Sample Preparation and Standards

• Twelve nitrosamine standards (NDMA, NDEA, NMBA, NEIPA, NDIPA, NDBA, NMEA, NPyR, NPIP, NMPhA, NMIPA, N-tert-butyl-N-ethyl nitrosamine) obtained from PS3 Labs.
• Standards diluted in water/methanol with 0.2% formic acid.

Liquid Chromatography Configuration

• Agilent 1290 Infinity II pump, multisampler and column thermostat.
• Poroshell HPH C18 column (2.1×100 mm, 1.9 µm), 40 °C.
• Mobile phase A: 0.2% formic acid in water; B: methanol; flow 0.4 mL/min; 10 min gradient.

Mass Spectrometry Configuration

• Agilent Ultivo QqQ with APCI source in positive ion mode.
• Dynamic MRM transitions optimized for each analyte via MassHunter Optimizer.
• Source conditions: 300 °C drying gas, 6 L/min; 350 °C APCI heater; 55 psi nebulizer; 3,000 V capillary.

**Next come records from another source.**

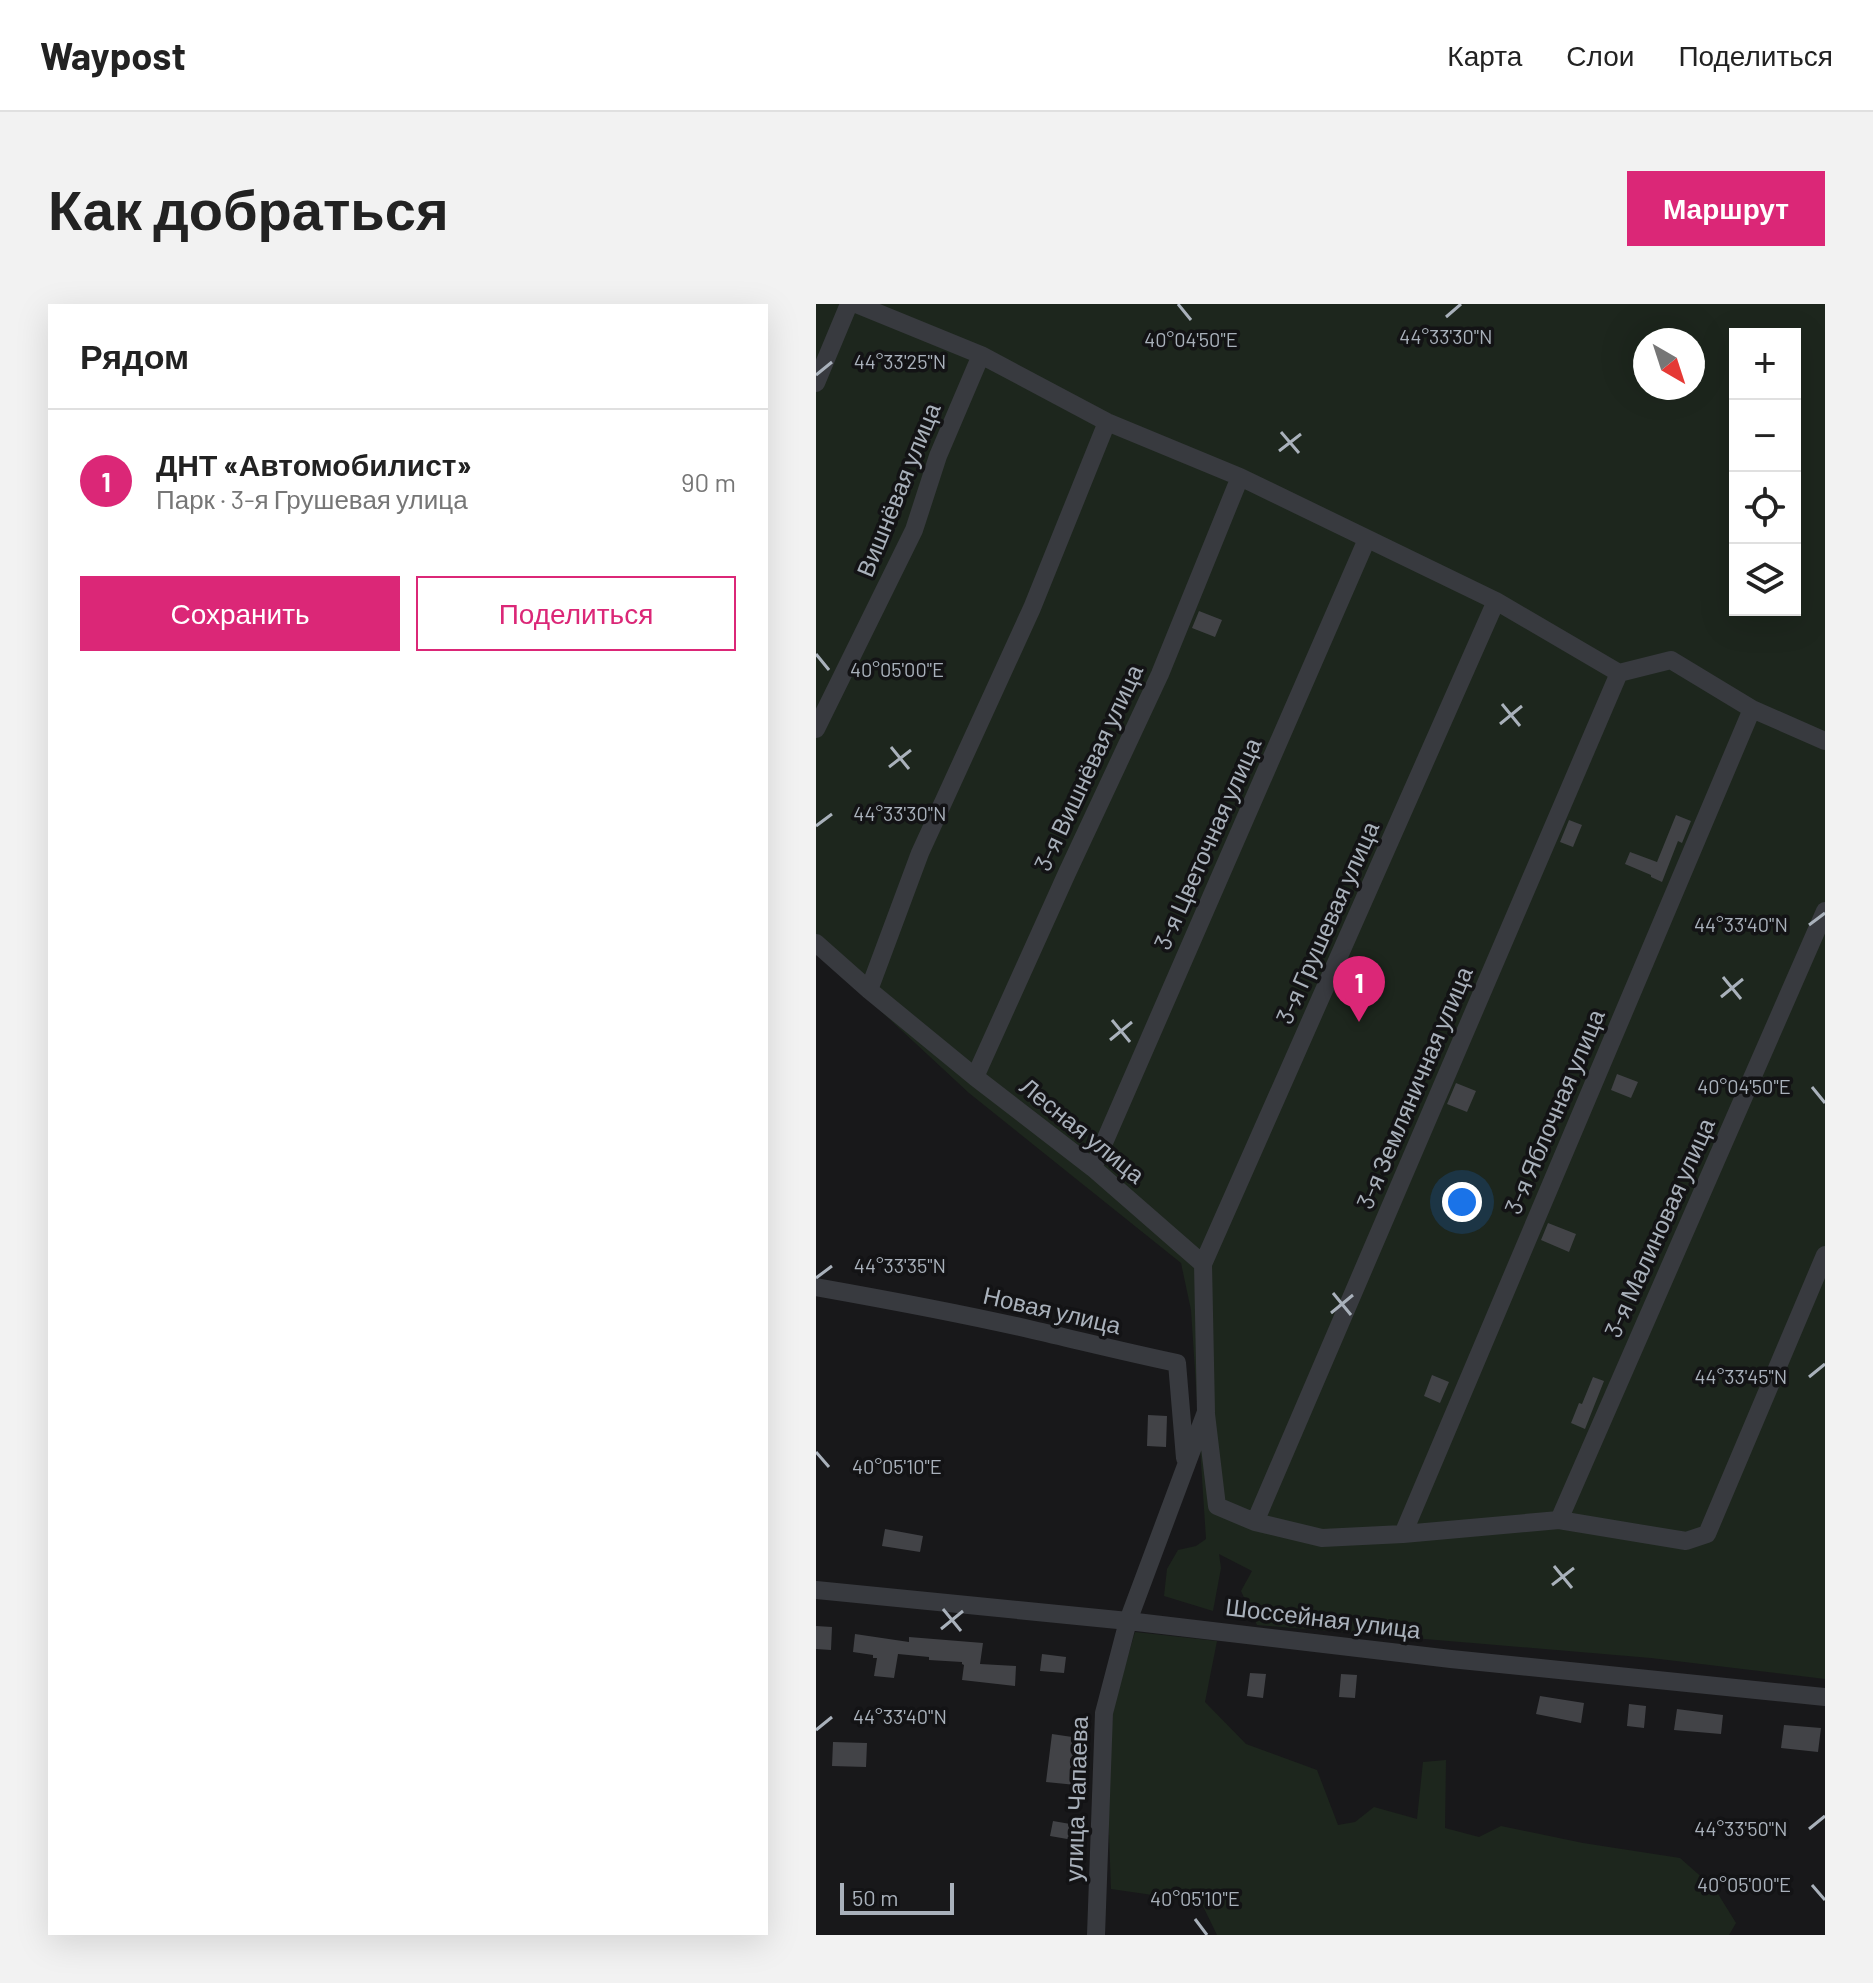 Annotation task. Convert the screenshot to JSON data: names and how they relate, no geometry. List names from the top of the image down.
{
  "streets": {
    "street": [
      "Вишнёвая улица",
      "3-я Вишнёвая улица",
      "3-я Цветочная улица",
      "3-я Грушевая улица",
      "3-я Земляничная улица",
      "3-я Яблочная улица",
      "Лесная улица",
      "3-я Малиновая улица",
      "Новая улица",
      "Шоссейная улица",
      "улица Чапаева"
    ]
  },
  "crossings": [
    ["3-я Вишнёвая улица", "Лесная улица"],
    ["3-я Цветочная улица", "Лесная улица"],
    ["3-я Грушевая улица", "Лесная улица"],
    ["Шоссейная улица", "улица Чапаева"]
  ],
  "scale_bar": "50 m",
  "north": "bottom right",
  "page": {
    "header": "Waypost",
    "nav": ["Карта", "Слои", "Поделиться"],
    "buttons": [
      "Маршрут",
      ["Сохранить", "Поделиться"]
    ],
    "title": "Как добраться",
    "heading": "Рядом",
    "map_buttons": ["+", "−"],
    "list": [
      {
        "mark": "1",
        "name": "ДНТ «Автомобилист»",
        "note": "Парк · 3-я Грушевая улица",
        "value": "90 m"
      }
    ],
    "pins": "1",
    "scale": "50 m"
  },
  "coordinates": [
    "44°33'30\"N",
    "40°04'50\"E",
    "44°33'25\"N",
    "40°05'00\"E",
    "44°33'40\"N",
    "44°33'35\"N",
    "44°33'45\"N",
    "40°05'10\"E",
    "44°33'50\"N"
  ]
}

Main Results and Discussion

The method achieved limits of detection between 0.025 and 0.075 ng/mL and quantitation limits of 0.05 to 0.1 ng/mL for most analytes. Calibration was linear from low-ppb to 100 ng/mL with correlation coefficients above 0.996. Signal-to-noise ratios at LOQ exceeded 12 for all compounds. Accuracy at the LOQ level ranged between 84% and 112%, and intra-assay precision (CV) remained below 15%. Overlayed dMRM chromatograms confirmed clear separation and consistent retention times for all 12 nitrosamines.

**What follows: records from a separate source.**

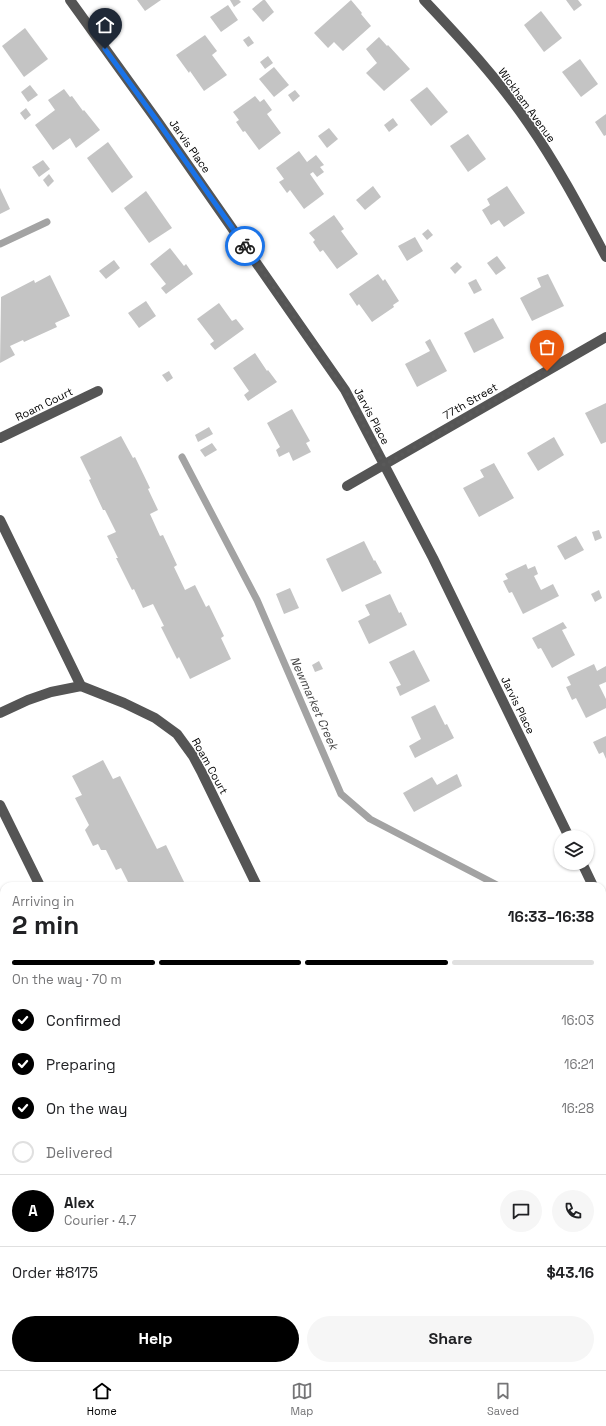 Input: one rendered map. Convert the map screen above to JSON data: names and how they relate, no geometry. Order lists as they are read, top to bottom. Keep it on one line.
{"streets":{"street":["Wickham Avenue","Jarvis Place","77th Street","Roam Court"]},"crossings":[["Jarvis Place","77th Street"]],"water":["Newmarket Creek"],"page":{"heading":["2 min","Arriving in","16:33–16:38"],"panel":["Alex","Courier · 4.7","Order #8175","$43.16"],"bar":"On the way · 70 m","list":[["Confirmed","16:03"],["Preparing","16:21"],["On the way","16:28"],"Delivered"],"round":"A","buttons":["Help","Share"],"tabs":["Home","Map","Saved"]}} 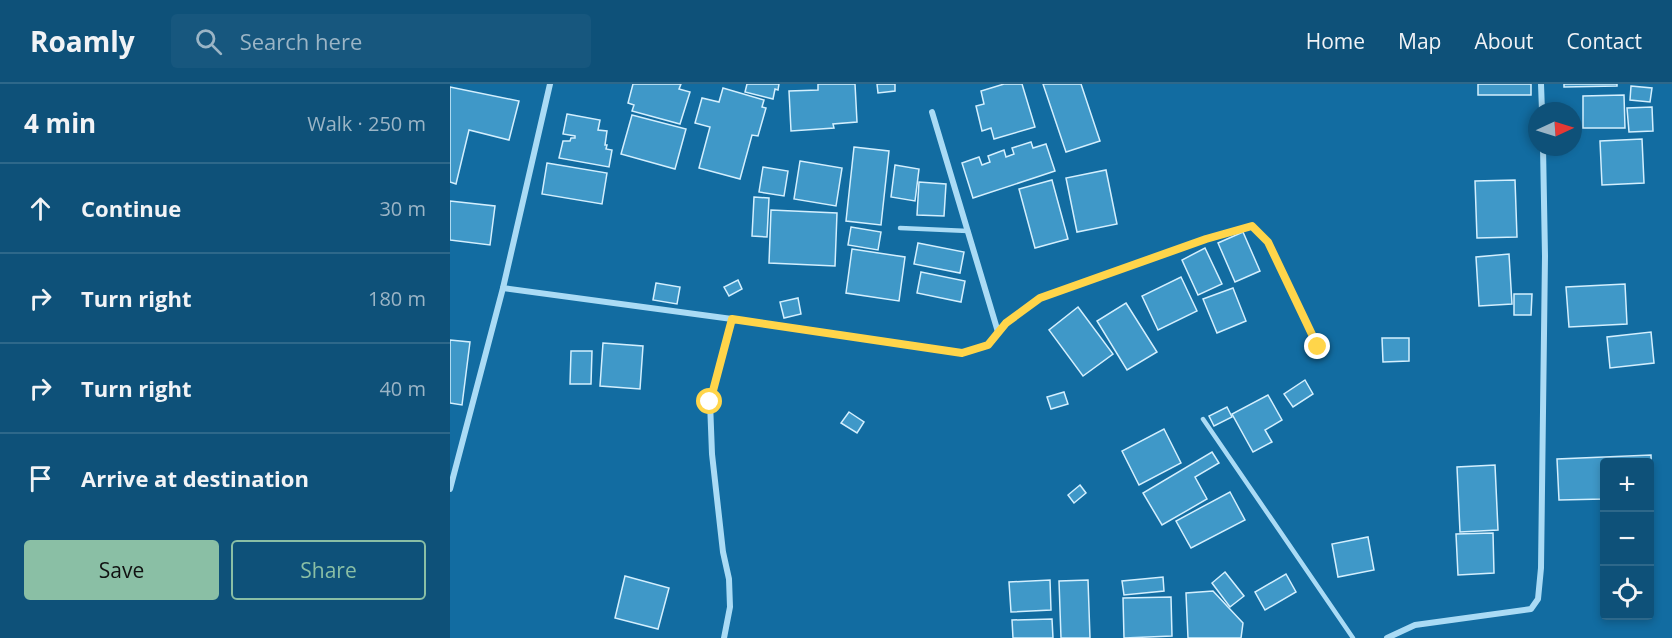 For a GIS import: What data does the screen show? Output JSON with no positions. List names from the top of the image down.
{
  "north": "right",
  "page": {
    "header": "Roamly",
    "search": "Search here",
    "nav": [
      "Home",
      "Map",
      "About",
      "Contact"
    ],
    "heading": ["4 min", "Walk · 250 m"],
    "list": [
      ["Continue", "30 m"],
      ["Turn right", "180 m"],
      ["Turn right", "40 m"],
      "Arrive at destination"
    ],
    "map_buttons": ["+", "−"],
    "buttons": ["Save", "Share"]
  }
}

Benefits and Practical Applications

This sensitive and high-throughput method allows pharmaceutical QC laboratories to monitor nitrosamine impurities in ARB products effectively. Its wide dynamic range facilitates both trace-level screening and routine batch testing with minimal method adjustments.

Future Trends and Applications

Advances in LC–MS technology and automated data processing are expected to further reduce analysis time and improve detection limits. Integration with high-resolution mass spectrometry and predictive risk assessment may expand this workflow to other drug classes susceptible to nitrosamine contamination.

Conclusion

The Agilent Ultivo LC/TQ method provides a rapid, accurate, and reproducible approach for quantifying a broad panel of nitrosamine impurities at regulatory-relevant levels. Its implementation supports pharmaceutical manufacturers in ensuring product safety and compliance.

References

1. FDA Updates and Press Announcements on ARB Recalls (valsartan, losartan).
2. FDA Guidance: RapidFire-MS/MS Screening of Nitrosamine Impurities.
3. FDA Guidance: LC-HRMS Method for Nitrosamine Determination in ARB Drugs.